(NaturalNews) Leading scientists have called for World War II-style rationing in First World countries to avert catastrophic global warming, in a series of papers published by the United Kingdom's Royal Society.
"The Second World War and the concept of rationing is something we need to seriously consider if we are to address the scale of the problem we face," said Kevin Anderson, Director of the Tyndall Centre for Climate Change Research.
The recommendation came after Anderson concluded that no other method could secure the decrease in carbon dioxide and other greenhouse gas emissions needed to prevent temperatures from rising to dangerous levels.
Without drastic emission cuts, global temperatures are set to rise more than 4 degrees Celsius (7.2 degrees Fahrenheit) by 2060, producing more severe weather events such as floods and droughts. This will inevitably disrupt food production, leading to massive social unrest and large-scale migration, in addition to mass extinction at a rate surpassing even modern levels.
Anderson noted that the type of rationing needed would be relatively moderate, involving limiting electricity usage, setting a maximum level for home thermostats, and mandating replacement of older appliances with newer, energy efficient devices. Another suggestion was to place limits on food imported from great distances. Adjusting to these limitations would only entail simple lifestyle changes, such as wearing more warm clothing while indoors and taking public transportation more, Anderson noted.

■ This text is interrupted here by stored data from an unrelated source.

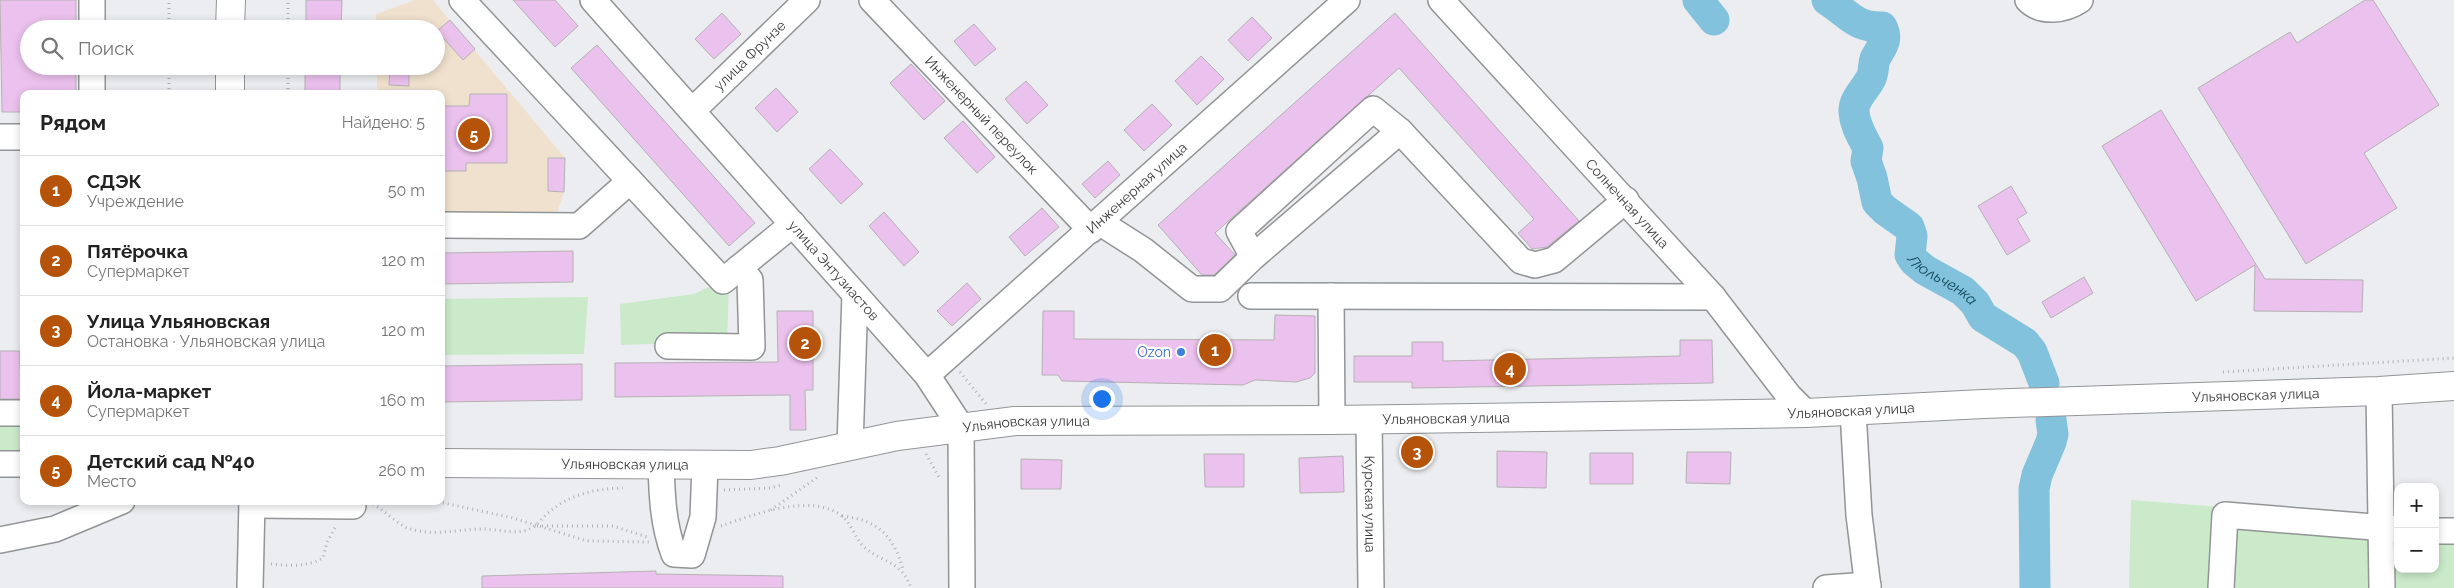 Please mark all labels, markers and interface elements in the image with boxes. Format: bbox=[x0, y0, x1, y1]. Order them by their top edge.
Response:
street label: улица Фрунзе bbox=[710, 17, 789, 94]
search box bbox=[20, 20, 445, 75]
icon: search bbox=[38, 34, 66, 62]
text: Поиск bbox=[78, 37, 134, 59]
street label: Инженерный переулок bbox=[922, 53, 1041, 177]
text: Рядом bbox=[40, 110, 106, 135]
text: Найдено: 5 bbox=[342, 113, 425, 132]
pin: 5 bbox=[458, 115, 490, 153]
street label: Инженерная улица bbox=[1083, 139, 1190, 237]
street label: Солнечная улица bbox=[1583, 156, 1672, 252]
text: СДЭК bbox=[87, 170, 142, 192]
text: 1 bbox=[52, 181, 60, 200]
text: 50 m bbox=[388, 181, 425, 200]
text: Учреждение bbox=[87, 192, 184, 211]
street label: улица Энтузиастов bbox=[785, 217, 882, 324]
text: Пятёрочка bbox=[87, 240, 188, 262]
water label: Люльченка bbox=[1903, 250, 1981, 309]
text: 2 bbox=[51, 251, 61, 270]
text: 120 m bbox=[381, 251, 425, 270]
text: Супермаркет bbox=[87, 262, 190, 281]
text: Улица Ульяновская bbox=[87, 310, 270, 332]
text: 3 bbox=[52, 321, 60, 340]
text: 120 m bbox=[381, 321, 425, 340]
pin: 2 bbox=[789, 324, 821, 362]
pin: 1 bbox=[1199, 331, 1231, 369]
text: Остановка · Ульяновская улица bbox=[87, 332, 325, 351]
place label: Ozon bbox=[1137, 344, 1171, 360]
marker: Ozon bbox=[1175, 346, 1187, 358]
pin: 4 bbox=[1494, 350, 1526, 388]
text: Йола-маркет bbox=[87, 380, 211, 402]
street label: Ульяновская улица bbox=[2192, 385, 2320, 405]
your location bbox=[1089, 386, 1115, 412]
text: 4 bbox=[51, 391, 61, 410]
text: 160 m bbox=[380, 391, 425, 410]
street label: Ульяновская улица bbox=[1787, 399, 1915, 421]
text: Супермаркет bbox=[87, 402, 190, 421]
street label: Ульяновская улица bbox=[1382, 409, 1510, 427]
street label: Ульяновская улица bbox=[962, 413, 1090, 436]
pin: 3 bbox=[1401, 433, 1433, 471]
text: Детский сад №40 bbox=[87, 450, 255, 472]
street label: Курская улица bbox=[1361, 455, 1379, 553]
street label: Ульяновская улица bbox=[561, 456, 689, 473]
text: 5 bbox=[52, 461, 60, 480]
text: 260 m bbox=[378, 461, 425, 480]
text: Место bbox=[87, 472, 136, 491]
map controls bbox=[2394, 483, 2439, 573]
button: + bbox=[2394, 483, 2439, 528]
button: − bbox=[2394, 528, 2439, 573] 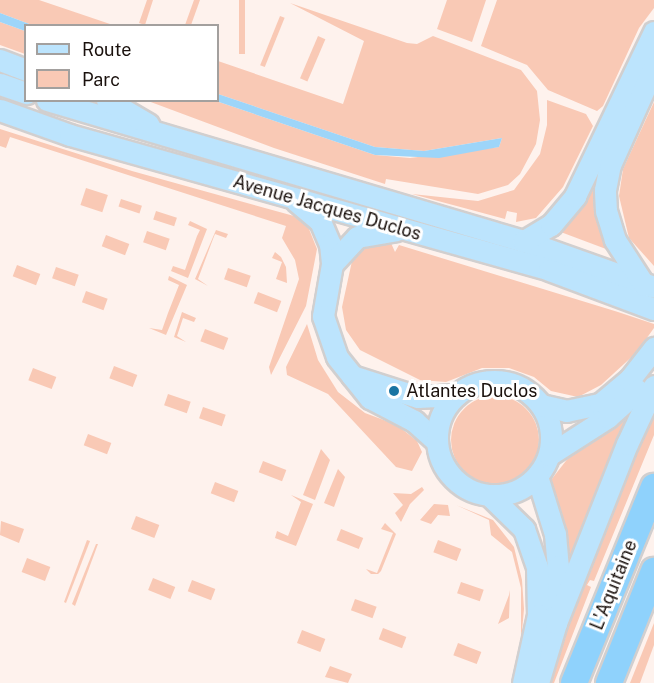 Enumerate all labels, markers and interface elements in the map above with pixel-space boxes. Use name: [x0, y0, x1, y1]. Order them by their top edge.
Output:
legend: [24, 24, 219, 102]
text: Route: [82, 39, 131, 60]
text: Parc: [82, 69, 120, 90]
street label: Avenue Jacques Duclos: [231, 171, 423, 245]
place label: Atlantes Duclos: [406, 380, 537, 402]
marker: Atlantes Duclos: [387, 384, 401, 398]
street label: L'Aquitaine: [586, 537, 642, 633] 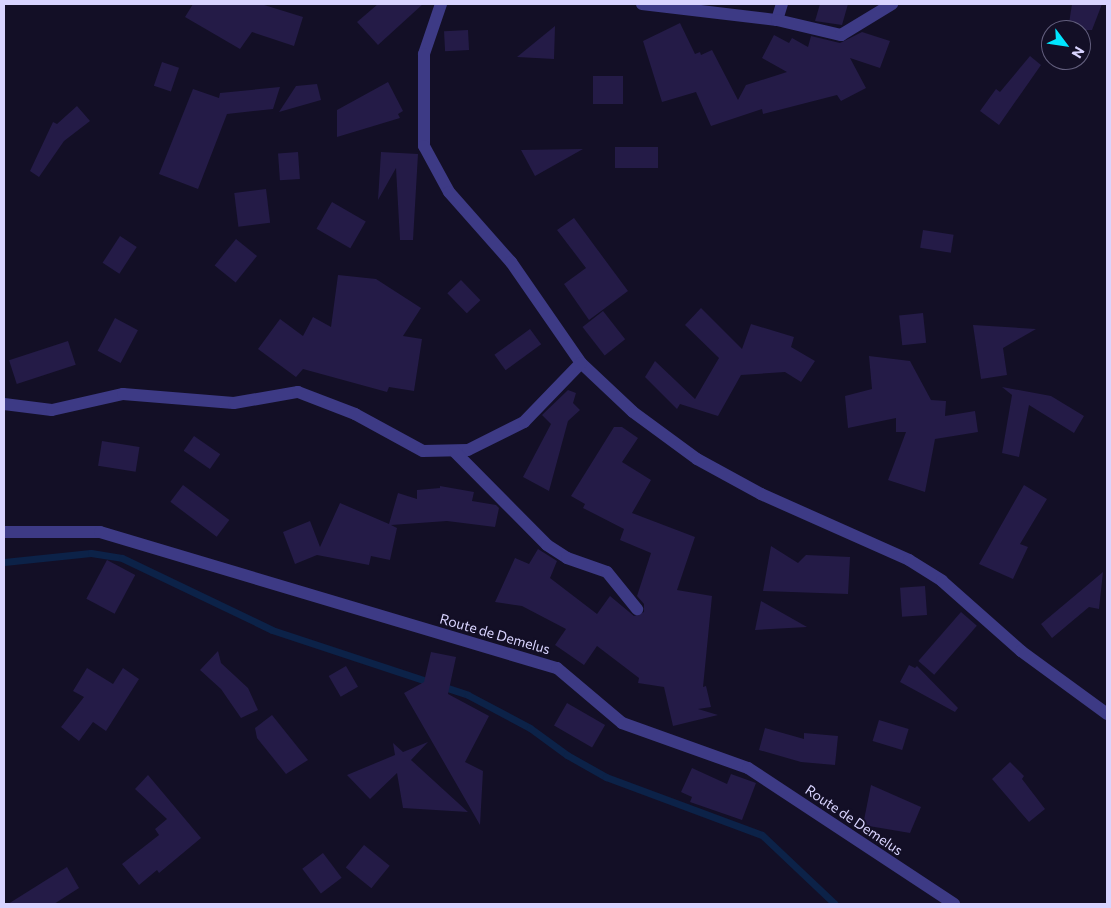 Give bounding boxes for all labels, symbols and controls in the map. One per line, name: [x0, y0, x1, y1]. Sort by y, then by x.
north arrow: [1041, 20, 1091, 70]
text: N: [1068, 44, 1088, 61]
street label: Route de Demelus: [438, 610, 552, 658]
street label: Route de Demelus: [802, 781, 906, 859] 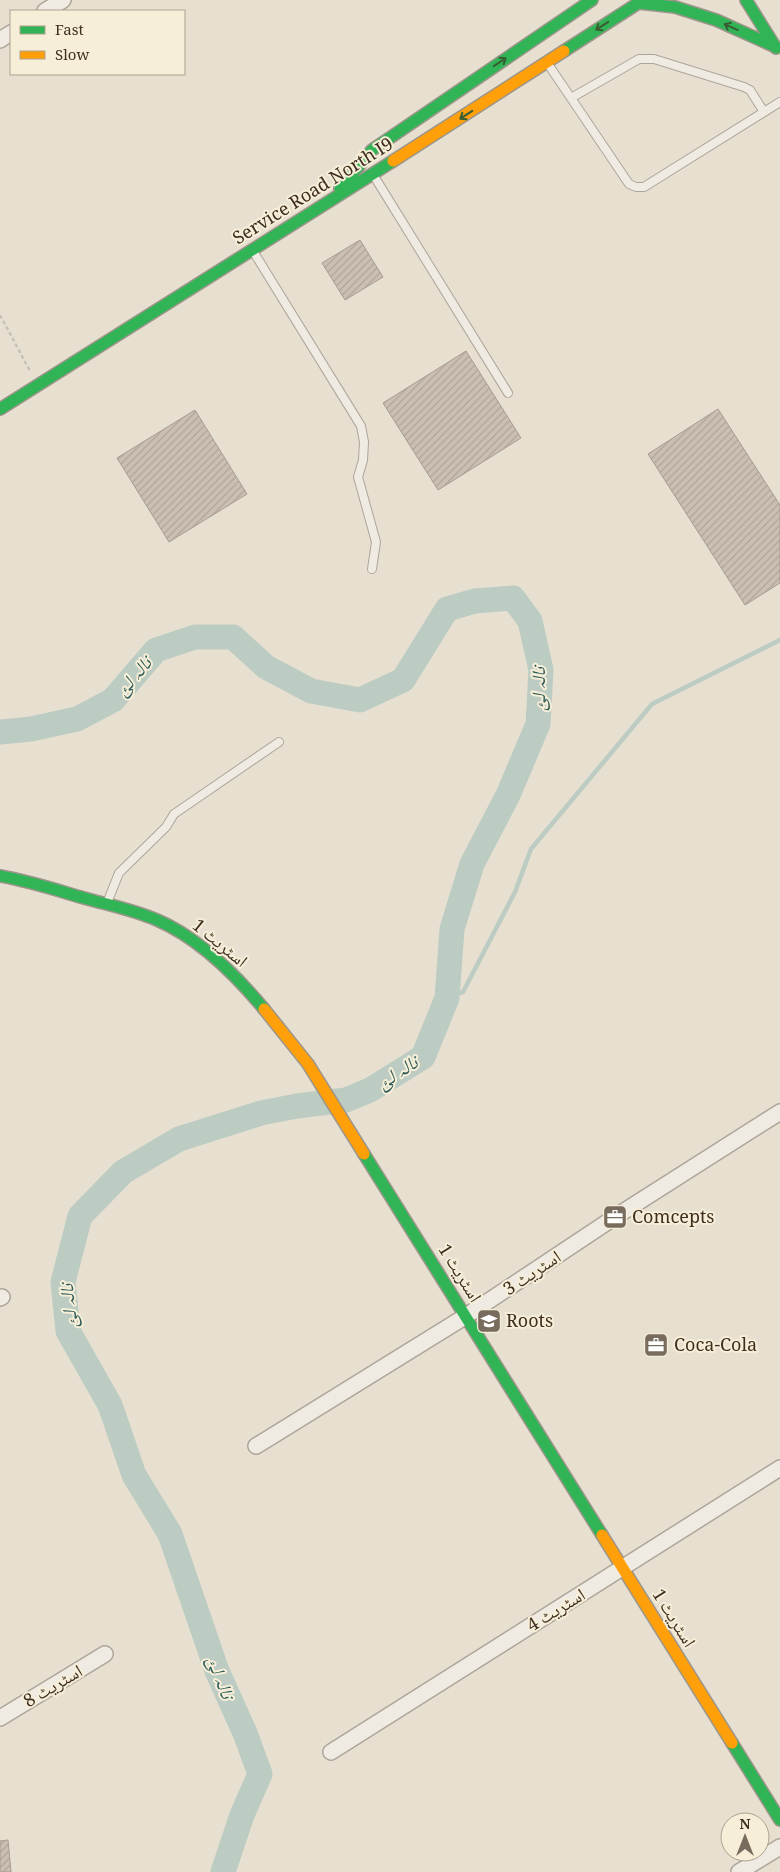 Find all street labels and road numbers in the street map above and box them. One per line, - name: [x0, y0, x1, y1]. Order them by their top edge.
- street label: Service Road North I9: [228, 131, 400, 254]
- street label: اسٹریٹ 1: [184, 913, 253, 977]
- street label: اسٹریٹ 1: [428, 1239, 488, 1309]
- street label: اسٹریٹ 3: [498, 1244, 568, 1305]
- street label: اسٹریٹ 4: [522, 1582, 592, 1642]
- street label: اسٹریٹ 1: [642, 1584, 702, 1654]
- street label: اسٹریٹ 8: [19, 1658, 90, 1717] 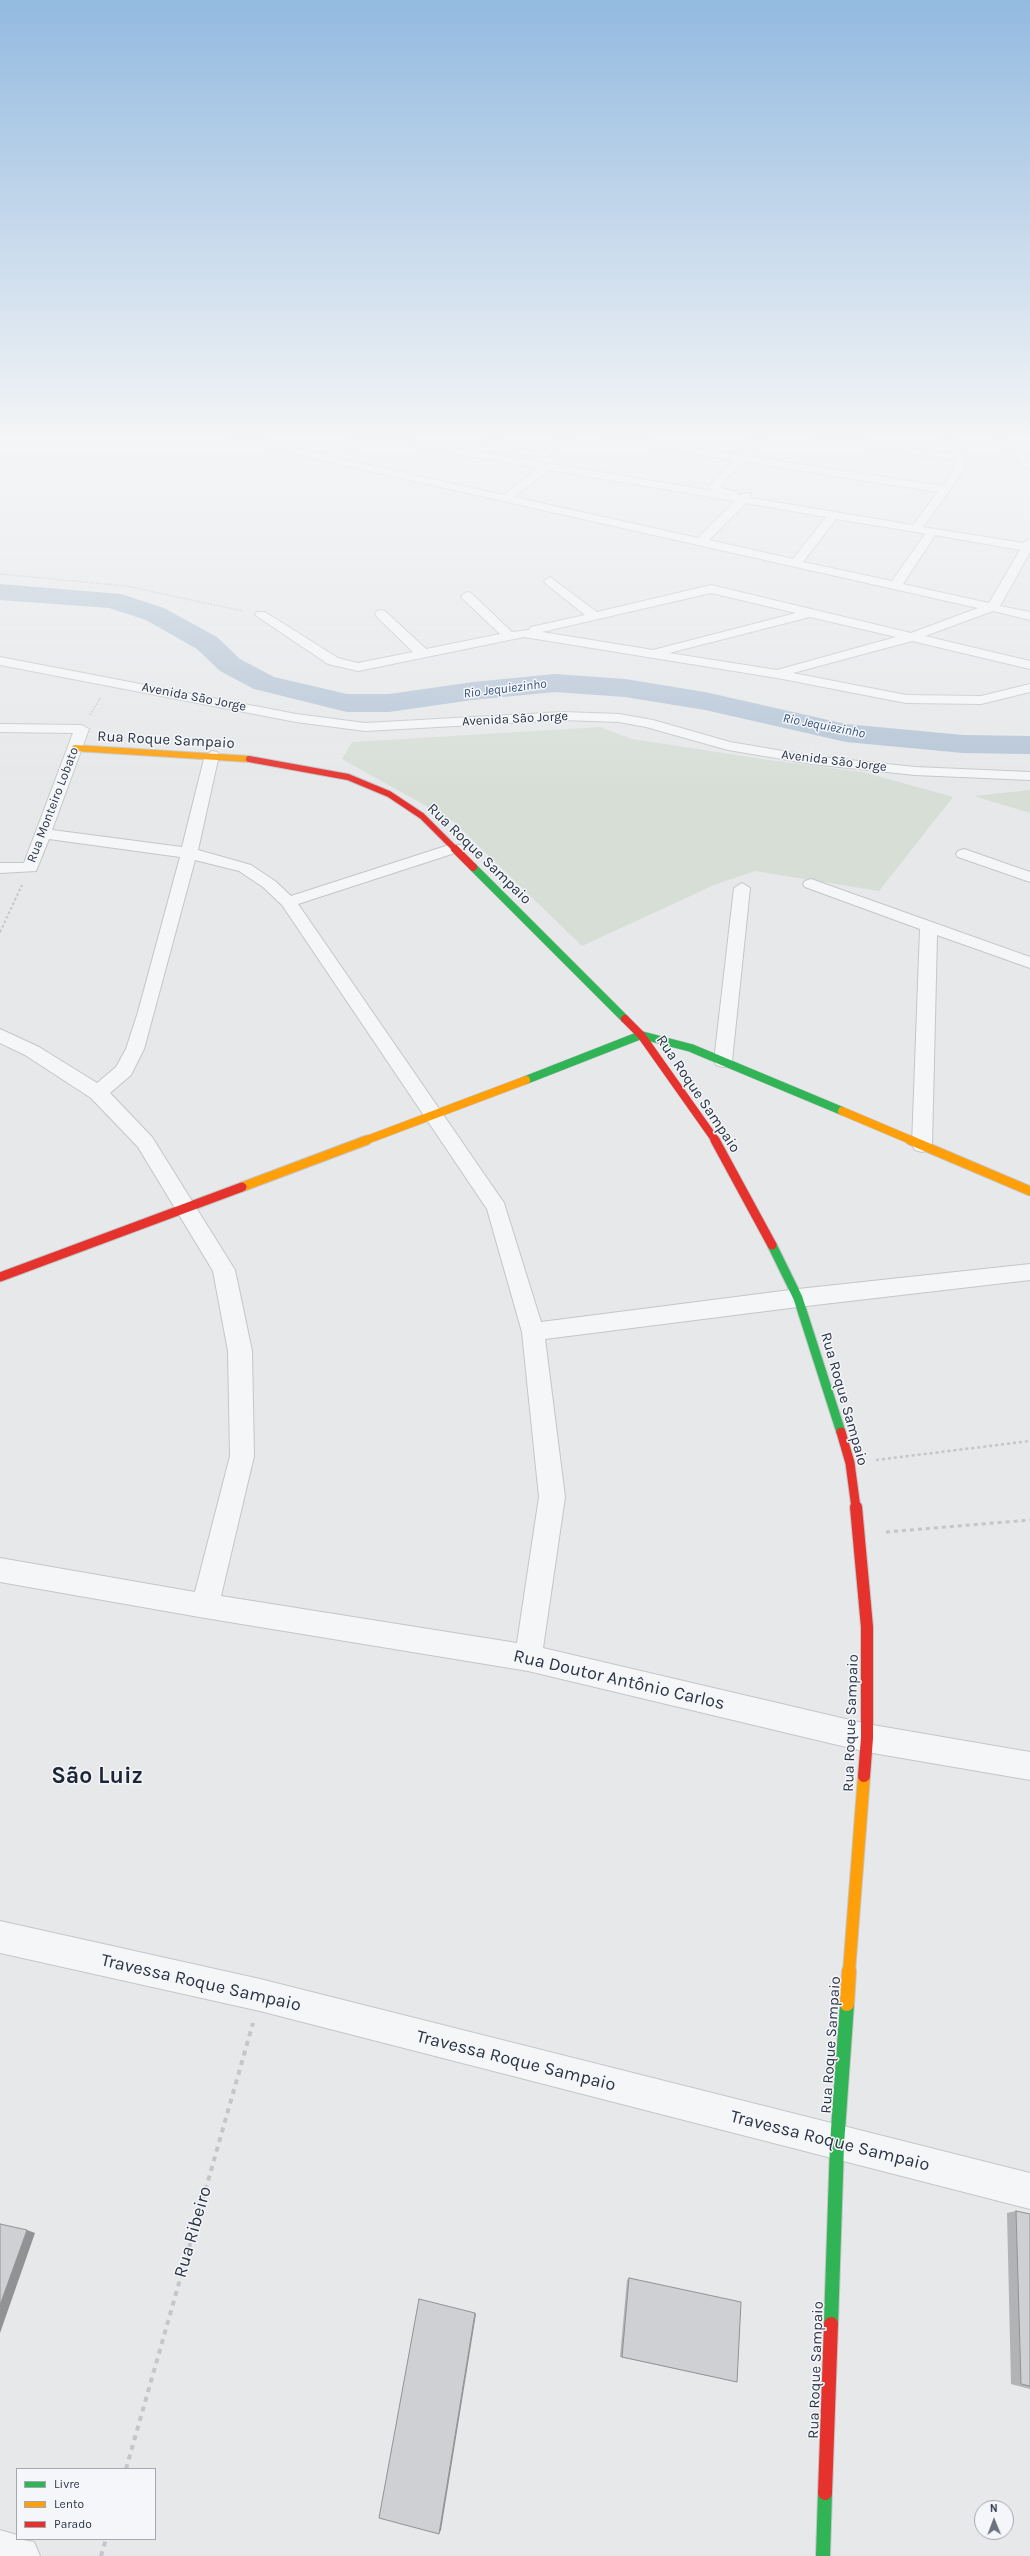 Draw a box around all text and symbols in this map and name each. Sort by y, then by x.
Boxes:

"I am not saying we have to go back to living in caves," he said. "Our emissions were a lot less ten years ago and we got by ok then."
In another paper, Myles Allen of Oxford University warned that international climate negotiations are off track by focusing on reducing emissions below a specific baseline (such as 1990 levels), rather than focusing on total emissions.
"Peak warming is determined by the total amount of carbon dioxide we release into the atmosphere, not the rate we release it in any given year," he said.
Without a quick drop in emissions, he warned, global temperatures will change too fast for ecosystems to adapt, leading to ecological and agricultural collapse.